> [Data shown]
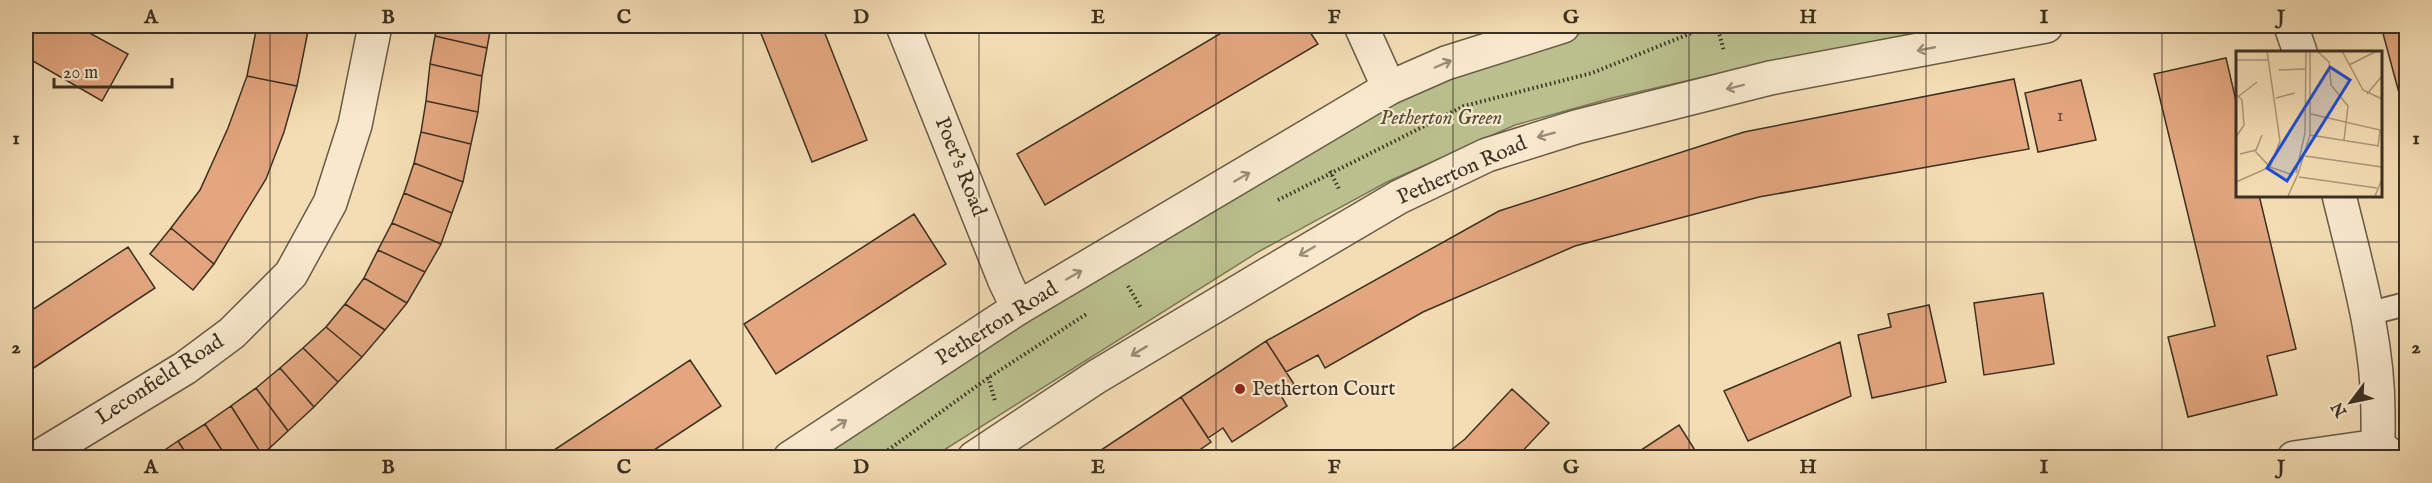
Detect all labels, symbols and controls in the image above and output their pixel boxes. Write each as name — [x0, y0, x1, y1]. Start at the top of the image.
text: A — [143, 5, 159, 30]
text: B — [381, 5, 395, 30]
text: C — [617, 5, 631, 30]
text: D — [853, 5, 869, 30]
text: E — [1091, 5, 1105, 30]
text: F — [1328, 5, 1341, 30]
text: G — [1563, 5, 1580, 30]
text: H — [1799, 5, 1817, 30]
text: I — [2040, 5, 2049, 30]
text: J — [2274, 5, 2286, 30]
one-way arrow — [1917, 44, 1937, 55]
scale bar — [54, 51, 172, 89]
inset map — [2236, 51, 2381, 196]
one-way arrow — [1433, 58, 1451, 69]
text: 20 m — [63, 62, 98, 85]
one-way arrow — [1726, 81, 1745, 93]
park label: Petherton Green — [1380, 105, 1502, 132]
house number: 1 — [2057, 105, 2063, 128]
street label: Poet's Road — [928, 113, 992, 221]
text: 1 — [12, 126, 20, 151]
text: 1 — [2412, 126, 2420, 151]
street label: Petherton Road — [1393, 130, 1532, 212]
one-way arrow — [1537, 130, 1556, 142]
one-way arrow — [1233, 170, 1250, 182]
one-way arrow — [1299, 245, 1316, 257]
one-way arrow — [1065, 269, 1082, 281]
street label: Petherton Road — [931, 275, 1064, 372]
street label: Leconfield Road — [91, 328, 230, 431]
text: 2 — [11, 335, 21, 360]
text: 2 — [2411, 335, 2421, 360]
one-way arrow — [1131, 345, 1148, 357]
north arrow — [2321, 372, 2381, 432]
place label: Petherton Court — [1252, 376, 1395, 403]
marker: Petherton Court — [1233, 382, 1247, 396]
text: N — [2328, 398, 2353, 421]
one-way arrow — [830, 419, 847, 431]
text: A — [143, 455, 159, 480]
text: B — [381, 455, 395, 480]
text: C — [617, 455, 631, 480]
text: D — [853, 455, 869, 480]
text: E — [1091, 455, 1105, 480]
text: F — [1328, 455, 1341, 480]
text: G — [1563, 455, 1580, 480]
text: H — [1799, 455, 1817, 480]
text: I — [2040, 455, 2049, 480]
text: J — [2274, 455, 2286, 480]

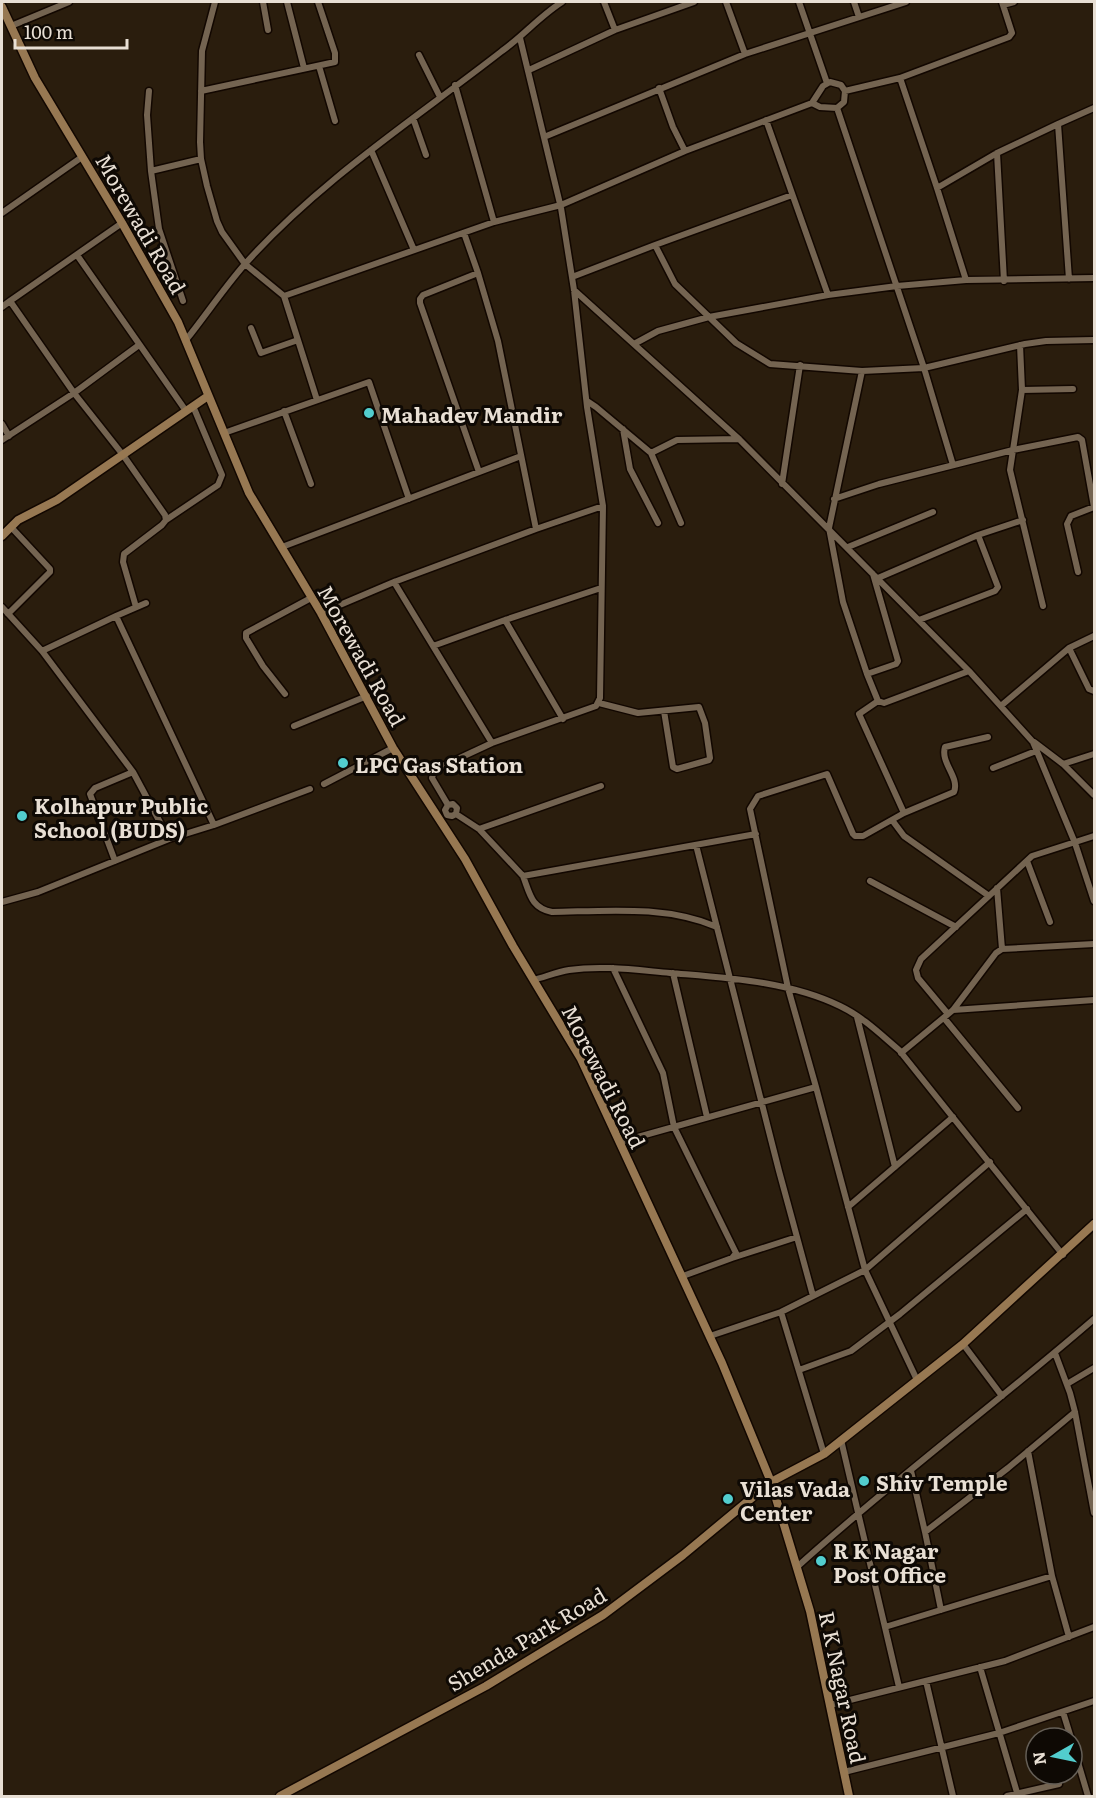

> [Exercise]
Give back the full listing word for word, with the pictures left out.

> [Answer to the problem]
Detect all labels, symbols and controls in the image above and output their pixel boxes. Write each as name — [x0, y0, x1, y1]. Start at the top of the image.
text: A — [143, 5, 159, 30]
text: B — [381, 5, 395, 30]
text: C — [617, 5, 631, 30]
text: D — [853, 5, 869, 30]
text: E — [1091, 5, 1105, 30]
text: F — [1328, 5, 1341, 30]
text: G — [1563, 5, 1580, 30]
text: H — [1799, 5, 1817, 30]
text: I — [2040, 5, 2049, 30]
text: J — [2274, 5, 2286, 30]
one-way arrow — [1917, 44, 1937, 55]
scale bar — [54, 51, 172, 89]
inset map — [2236, 51, 2381, 196]
one-way arrow — [1433, 58, 1451, 69]
text: 20 m — [63, 62, 98, 85]
one-way arrow — [1726, 81, 1745, 93]
park label: Petherton Green — [1380, 105, 1502, 132]
house number: 1 — [2057, 105, 2063, 128]
street label: Poet's Road — [928, 113, 992, 221]
text: 1 — [12, 126, 20, 151]
text: 1 — [2412, 126, 2420, 151]
street label: Petherton Road — [1393, 130, 1532, 212]
one-way arrow — [1537, 130, 1556, 142]
one-way arrow — [1233, 170, 1250, 182]
one-way arrow — [1299, 245, 1316, 257]
one-way arrow — [1065, 269, 1082, 281]
street label: Petherton Road — [931, 275, 1064, 372]
street label: Leconfield Road — [91, 328, 230, 431]
text: 2 — [11, 335, 21, 360]
text: 2 — [2411, 335, 2421, 360]
one-way arrow — [1131, 345, 1148, 357]
north arrow — [2321, 372, 2381, 432]
place label: Petherton Court — [1252, 376, 1395, 403]
marker: Petherton Court — [1233, 382, 1247, 396]
text: N — [2328, 398, 2353, 421]
one-way arrow — [830, 419, 847, 431]
text: A — [143, 455, 159, 480]
text: B — [381, 455, 395, 480]
text: C — [617, 455, 631, 480]
text: D — [853, 455, 869, 480]
text: E — [1091, 455, 1105, 480]
text: F — [1328, 455, 1341, 480]
text: G — [1563, 455, 1580, 480]
text: H — [1799, 455, 1817, 480]
text: I — [2040, 455, 2049, 480]
text: J — [2274, 455, 2286, 480]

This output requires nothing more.